Back, from left, Joliet Franciscan Srs. Kathy Salewski, Dolores Zemont and Theresinha Del’Acqua chat before Mass Sunday, May 17, at St. Francis Parish, Red Cliff. The sisters were among 20 Joliet Franciscans touring the Bayfield Peninsula, celebrating the congregation’s 150th anniversary. (Catholic Herald photo by Anita Draper)

Anita Draper
Catholic Herald staff

The Sisters of St. Francis of Mary Immaculate celebrated the 150th anniversary of their founding with a trip down memory lane. Or, in their case, memory peninsula – the Bayfield Peninsula, where the congregation has served God for 135 years.

Not long after the community was founded in 1865 in Joliet, Illinois, the Franciscans were asked by the archbishop of Milwaukee to send sisters to Northern Wisconsin.

“We were here 14 years after our founding,” said Sr. Dolores Zemont, president.
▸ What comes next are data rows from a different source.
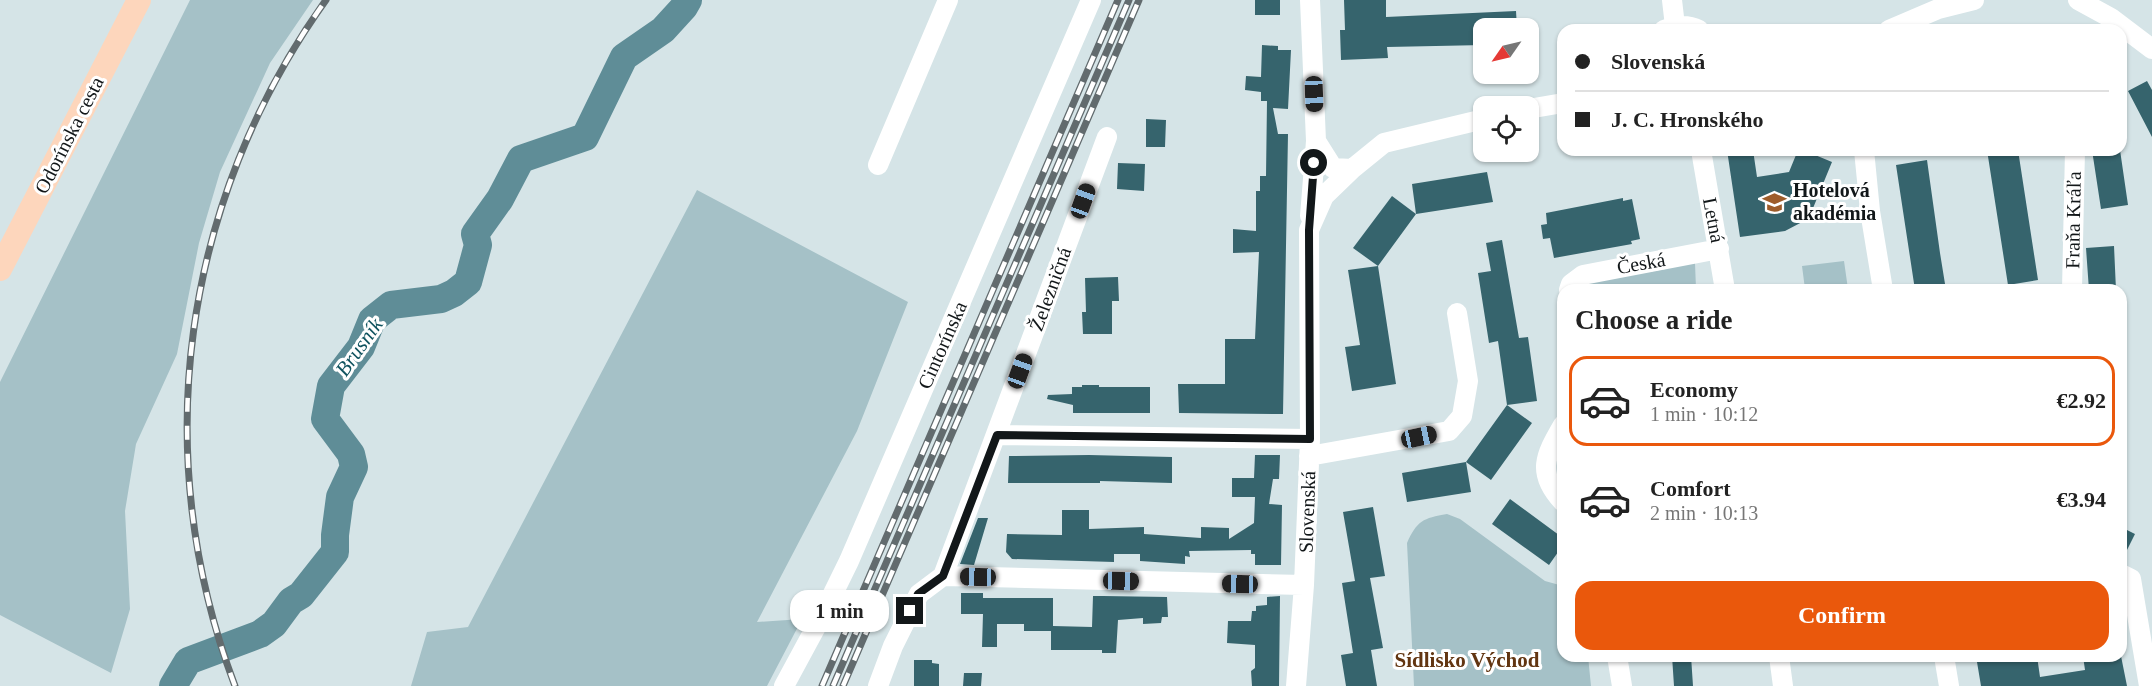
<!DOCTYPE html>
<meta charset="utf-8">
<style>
body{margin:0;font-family:"Times New Roman",serif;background:#f6f6f6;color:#222;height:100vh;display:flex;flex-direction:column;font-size:22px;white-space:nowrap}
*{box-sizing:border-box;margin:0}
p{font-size:20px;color:#767676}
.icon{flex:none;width:33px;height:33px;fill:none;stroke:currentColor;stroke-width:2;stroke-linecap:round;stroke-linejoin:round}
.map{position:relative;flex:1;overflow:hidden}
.drawer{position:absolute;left:1557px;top:284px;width:570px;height:378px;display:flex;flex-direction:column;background:#fff;border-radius:18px;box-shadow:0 2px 4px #0004}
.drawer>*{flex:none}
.guide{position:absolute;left:1557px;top:24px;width:570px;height:132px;border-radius:18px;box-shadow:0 2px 4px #0004;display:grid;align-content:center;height:132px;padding:0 18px;background:#fff}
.needle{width:39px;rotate:236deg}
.controls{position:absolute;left:1473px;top:18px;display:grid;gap:12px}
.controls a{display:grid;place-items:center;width:66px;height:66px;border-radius:12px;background:#fff;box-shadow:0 2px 4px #0004;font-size:30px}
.end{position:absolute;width:27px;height:27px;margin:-14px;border:8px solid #121719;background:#fff;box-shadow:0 0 0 3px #fff}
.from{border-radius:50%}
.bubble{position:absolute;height:42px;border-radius:18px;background:#fff;box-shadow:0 2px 4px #0004;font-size:20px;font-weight:600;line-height:42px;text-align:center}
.car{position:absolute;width:18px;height:36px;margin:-18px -9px;border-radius:8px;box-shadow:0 0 4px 2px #0007;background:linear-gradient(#222 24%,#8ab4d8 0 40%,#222 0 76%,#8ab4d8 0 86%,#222 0)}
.guide b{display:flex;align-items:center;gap:21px;height:57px;font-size:22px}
.guide b+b{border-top:2px solid #e0e0e0}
.guide i{width:15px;height:15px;background:#222}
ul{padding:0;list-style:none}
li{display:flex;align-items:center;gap:18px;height:90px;margin:0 12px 9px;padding:0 6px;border:3px solid transparent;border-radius:18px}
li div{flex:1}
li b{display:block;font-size:22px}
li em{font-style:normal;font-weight:600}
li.current{border-color:#ea580c}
li>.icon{width:54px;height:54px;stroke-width:1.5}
h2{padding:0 18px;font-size:27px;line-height:72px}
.cta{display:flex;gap:12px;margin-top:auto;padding:12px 18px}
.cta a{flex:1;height:69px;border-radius:18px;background:#ea580c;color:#fff;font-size:24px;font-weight:600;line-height:69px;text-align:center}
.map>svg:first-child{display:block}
.green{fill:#a5c1c7}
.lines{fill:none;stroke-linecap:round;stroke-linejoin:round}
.river{stroke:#5f8d97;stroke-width:28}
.building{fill:#36646d}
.minor{stroke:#fff;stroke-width:20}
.major{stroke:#fdd6bc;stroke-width:24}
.rail-casing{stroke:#626b6e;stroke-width:7}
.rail{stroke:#fff;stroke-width:4.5;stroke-dasharray:14;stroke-linecap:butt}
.route{stroke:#121719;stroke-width:8}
.labels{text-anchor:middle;stroke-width:6;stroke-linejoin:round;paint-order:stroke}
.street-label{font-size:20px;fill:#121719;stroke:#fff}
.poi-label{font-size:20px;font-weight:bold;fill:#121719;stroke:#fff;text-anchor:start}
.water-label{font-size:21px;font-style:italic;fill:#115460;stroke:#fff}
.neighbourhood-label{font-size:21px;font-weight:bold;fill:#623511;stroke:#fff}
</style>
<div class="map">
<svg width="2152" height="686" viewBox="0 0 2152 686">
<rect width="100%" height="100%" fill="#d5e4e7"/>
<path class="green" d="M190,0H313L270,63L220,172L199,243L177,354L136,444L125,511L130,609L111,673L0,615V382Z
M697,190L908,302L857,431L757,622L802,619L767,686H411L427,632L468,627Z
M1844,261L1848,289H1805L1802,266Z
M1695,263L1696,289L1583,290L1592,280Z
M1447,514L1460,519L1545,581L1563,586V656H1588L1591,686H1414L1407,543C1417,521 1423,518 1447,514Z"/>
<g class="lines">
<path class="river" d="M173,686L188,661L260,634L274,624L291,601L301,595L335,552V535L340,497L354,467L351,454L325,419L331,386L361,347L372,320L391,305L441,299L454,293L468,282L478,245L475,234L500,199L521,159L585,137L624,57L663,30L684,7L688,0"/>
</g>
<path class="building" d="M1255,0H1280V15H1255Z
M1344,0H1386V17L1516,11L1517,28H1484V45L1387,47L1388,58L1341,60L1340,30H1345Z
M1262,45L1278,46V50H1291L1288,109L1273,108L1278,134H1288L1283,414L1179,413L1178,384H1225V339H1255L1259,252L1233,253V229L1256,231V191H1260V176H1266L1267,101H1261V92L1245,90L1246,76L1261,77Z
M2147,81L2152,90V137L2128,91Z
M1146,119L1166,120L1165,147H1146Z
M1727,150H1753L1757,177L1789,172L1798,150H1803L1832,162L1811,213L1804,221L1785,231L1740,237Z
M1987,150H2018L2038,280L2008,285Z
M2092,150H2120L2128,205L2101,209Z
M1927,160L1940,253L1946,290H1915L1896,165Z
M1118,163L1145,164L1144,191L1117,189Z
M1487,172L1493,202L1416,214L1412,184Z
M1392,196L1416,214L1378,266L1353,248Z
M1623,198V201L1632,199L1640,239L1631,241L1632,244L1554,258L1550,238L1543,239L1541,225L1547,224L1546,213Z
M1502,240L1519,338L1528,337L1537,401L1507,405L1498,341L1489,343L1478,273L1491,271L1486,243Z
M2114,246L2116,290H2089L2086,248Z
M1378,266L1396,384L1352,391L1345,347L1360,345L1348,270Z
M1118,277L1119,301H1112V334H1083L1082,312H1086L1085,278Z
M1082,385H1099V387H1150V413H1073V405L1047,399L1048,395L1072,394V387H1082Z
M1507,405L1532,423L1491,480L1466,462Z
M1089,455L1172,457V483L1100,481V483H1008L1009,456Z
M1255,455H1280L1279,479H1273L1269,504L1282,505L1281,565H1255V554H1251V550L1189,551L1190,557L1185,556V564L1140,561V554H1114V562L1012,559L1006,552L1007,534L1062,535V510H1089V529L1144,527V534L1201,538V527L1229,528V539L1254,523L1255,497H1232V478H1254Z
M1466,462L1471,492L1407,502L1402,473Z
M1510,499L1563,538V545L1549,565L1492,524Z
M1373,507L1385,576L1370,578L1383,648L1371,650L1377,686H1346L1341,655L1353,653L1342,583L1355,581L1343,512Z
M978,518H988L974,565L960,564Z
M2121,527L2135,534L2121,562Z
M961,593H983V598H1053V626L1092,627L1093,596H1103L1167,597L1168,617H1162L1161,623L1143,624V618L1118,620L1116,653H1102V650H1051V631H1024V624H997V647H982L983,614H961Z
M1280,596L1279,686H1252L1251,671L1255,668V645L1227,643L1228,621H1251L1252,611H1256V606L1267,605V597Z
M1672,656H1691L1693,686H1674Z
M1976,656H2037L2040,677L2085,670L2083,656H2121L2127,686H1981Z
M914,660H932V663L939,664V686H914Z
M964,673H982L981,686H963Z"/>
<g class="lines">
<path class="minor" d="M1672,0L1675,26
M2078,0L2111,18L2152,49
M1664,30C1676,25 1687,24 1699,30
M1889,30L1938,9L1974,0
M1528,109L1563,103
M1316,141L1333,168L1352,169
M1701,150L1725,290
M1864,150L1870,211L1883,290
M878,165L948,0
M1310,216L1316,141L1310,0
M1569,290L1571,284L1583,275L1719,249
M2072,290L2075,150
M1563,425C1545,456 1536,473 1563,502
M997,435L1310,439
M1309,456L1449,431L1462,416L1468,381L1457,313
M2121,574L2131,579L2149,686
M943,576L1107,137
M943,576L1304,585
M1617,656L1622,686
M1779,656L1783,686
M1944,656L1949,686
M784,686L824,612L849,561L1091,0
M878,686L893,646L919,594L943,576
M1296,686L1304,585L1310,439L1309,230L1324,196L1352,169L1384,143L1484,119"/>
<path class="major" d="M0,269L139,0"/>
<defs>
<path id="rail" d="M235,686C147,454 182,201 326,0
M822,686L1118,0
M833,686L1129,0
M843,686L1139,0"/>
</defs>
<use href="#rail" class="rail-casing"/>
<use href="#rail" class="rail"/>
</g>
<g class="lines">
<path class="route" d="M910,611L918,594L943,576L997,435L1310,439L1309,230L1314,163"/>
</g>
<defs>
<symbol id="school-bare" viewBox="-9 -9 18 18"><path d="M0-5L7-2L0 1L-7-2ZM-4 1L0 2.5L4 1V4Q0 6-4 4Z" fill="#9e5c2a" stroke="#fff" stroke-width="2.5" paint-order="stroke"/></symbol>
</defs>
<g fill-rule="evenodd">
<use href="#school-bare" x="1758" y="186" width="33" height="33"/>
</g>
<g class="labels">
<g class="street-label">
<text transform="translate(69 135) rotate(-63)" y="7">Odorínska cesta</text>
<text transform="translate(1714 220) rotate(79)" y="7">Letná</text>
<text transform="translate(2073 220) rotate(-89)" y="7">Fraňa Kráľa</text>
<text transform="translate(1641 263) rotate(-10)" y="7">Česká</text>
<text transform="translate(1050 289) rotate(-70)" y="7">Železničná</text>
<text transform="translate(942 345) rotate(-66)" y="7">Cintorínska</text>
<text transform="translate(1307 512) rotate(-88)" y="7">Slovenská</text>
</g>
<g class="poi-label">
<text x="1793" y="197">Hotelová<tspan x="1793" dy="23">akadémia</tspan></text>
</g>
<g class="water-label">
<text transform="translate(359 347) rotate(-55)" y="7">Brusník</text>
</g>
<g class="neighbourhood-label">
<text x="1467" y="667">Sídlisko Východ</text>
</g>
</g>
</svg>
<div class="controls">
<a><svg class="needle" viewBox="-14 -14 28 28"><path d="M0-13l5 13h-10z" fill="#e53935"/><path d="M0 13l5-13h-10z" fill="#767676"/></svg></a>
<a><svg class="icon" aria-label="locate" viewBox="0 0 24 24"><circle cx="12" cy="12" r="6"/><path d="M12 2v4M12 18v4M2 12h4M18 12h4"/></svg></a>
</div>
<i class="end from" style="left:1314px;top:163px"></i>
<i class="end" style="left:910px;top:611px"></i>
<div class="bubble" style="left:790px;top:590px;width:99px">1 min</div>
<i class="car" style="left:1314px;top:94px;rotate:178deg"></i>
<i class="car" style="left:1083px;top:201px;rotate:20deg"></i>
<i class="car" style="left:1020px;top:371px;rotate:20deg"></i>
<i class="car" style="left:1419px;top:437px;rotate:78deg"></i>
<i class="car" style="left:978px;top:577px;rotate:271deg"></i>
<i class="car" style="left:1121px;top:581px;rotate:91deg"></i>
<i class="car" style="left:1240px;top:584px;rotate:271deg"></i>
<div class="guide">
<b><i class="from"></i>Slovenská</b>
<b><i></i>J. C. Hronského</b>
</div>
<section class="drawer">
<h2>Choose a ride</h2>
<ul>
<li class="current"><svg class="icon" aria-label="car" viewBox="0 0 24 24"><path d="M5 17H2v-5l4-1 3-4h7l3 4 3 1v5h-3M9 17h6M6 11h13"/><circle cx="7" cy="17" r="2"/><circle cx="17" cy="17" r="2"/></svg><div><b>Economy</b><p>1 min · 10:12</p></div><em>€2.92</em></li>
<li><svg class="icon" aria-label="car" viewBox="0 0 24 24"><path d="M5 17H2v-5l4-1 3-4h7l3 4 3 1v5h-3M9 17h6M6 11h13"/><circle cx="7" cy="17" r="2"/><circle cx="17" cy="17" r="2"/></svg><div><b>Comfort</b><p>2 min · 10:13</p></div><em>€3.94</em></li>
</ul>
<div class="cta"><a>Confirm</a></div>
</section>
</div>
The Joliet Franciscans responded to the call, opening and staffing schools around the peninsula for more than a century. They were teachers, evangelizers and community leaders, working in parishes both off and on reservations in Odanah, Red Cliff, Bayfield, Ashland and Washburn.

Over time, the schools were phased out, but sisters continue to work in the Diocese of Superior in various capacities. From Thursday, May 14, through Tuesday, May 19, a group of 20 sisters commemorated that service by touring peninsular towns and Madeline Island, reflecting on their history and reconnecting with friends and former pupils of the schools.

“Years and years ago, we started the school in Washburn,” said Franciscan Sr. Kathy Salewski, director of evangelization at St. Francis Parish, Bayfield. “We also started the school in Ashland.”

The sisters wanted to travel to the sites of former schools, Sr. Kathy added, so they attended Mass at St. Louis, Washburn, Friday, May 15, and at noon, Sunday, May 17, at St. Francis, Red Cliff.

Fr. Kevin Gordon, pastor of the Catholic Communities of the Bayfield Peninsula, concelebrated the Sunday Mass with Fr. Dean Buttrick. A student of the Joliet Franciscans whose home parish was St. Francis, Fr. Gordon recalled Sr. Victoria, a beloved teacher and gifted storyteller who died in 1962, and Sr. Eustacia, who once gave him a dollop of chocolate frosting.

“What a delight to be here to celebrate,” Fr. Gordon said. “What an appropriate day (the Feast of the Ascension) to celebrate 150 years of vowed life.”

It’s tempting to think of the ascension as an ending to Christ’s life here, Fr. Gordon said during his homily, but “what we celebrate today is really a beginning.”

Before he ascended, Christ told his followers to go forth and proclaim the gospel. After the ascent, the apostles were still watching the sky. Two men in white asked, essentially, what are you waiting for?

“Seems to me, the words of Christ at that moment were a message to us all,” Fr. Gordon added. “The great commission that all of us are charged with continues for you and for me …. so much of our world is waiting to hear that Good News.”

He urged listeners not to “stay too long on the mountain,” but look instead to the future, “get ready and go.”
“The Ascension was just the beginning,” he added. “The rest is up to you and to me.”

Fr. Gordon concluded his homily with a prayer that Bayfield Peninsula parishes would continue to benefit from the Joliet Franciscans’ presence.

“We truly have been blessed,” he said, “so we gather here.”

Following Mass, the sisters feasted at Legendary Waters Event Center, were treated to a show of traditional Native drumming and dancing, and returned to Holy Family, Bayfield, for afternoon Benediction and desserts.

The weekend was “wonderful,” Sr. Kathy said.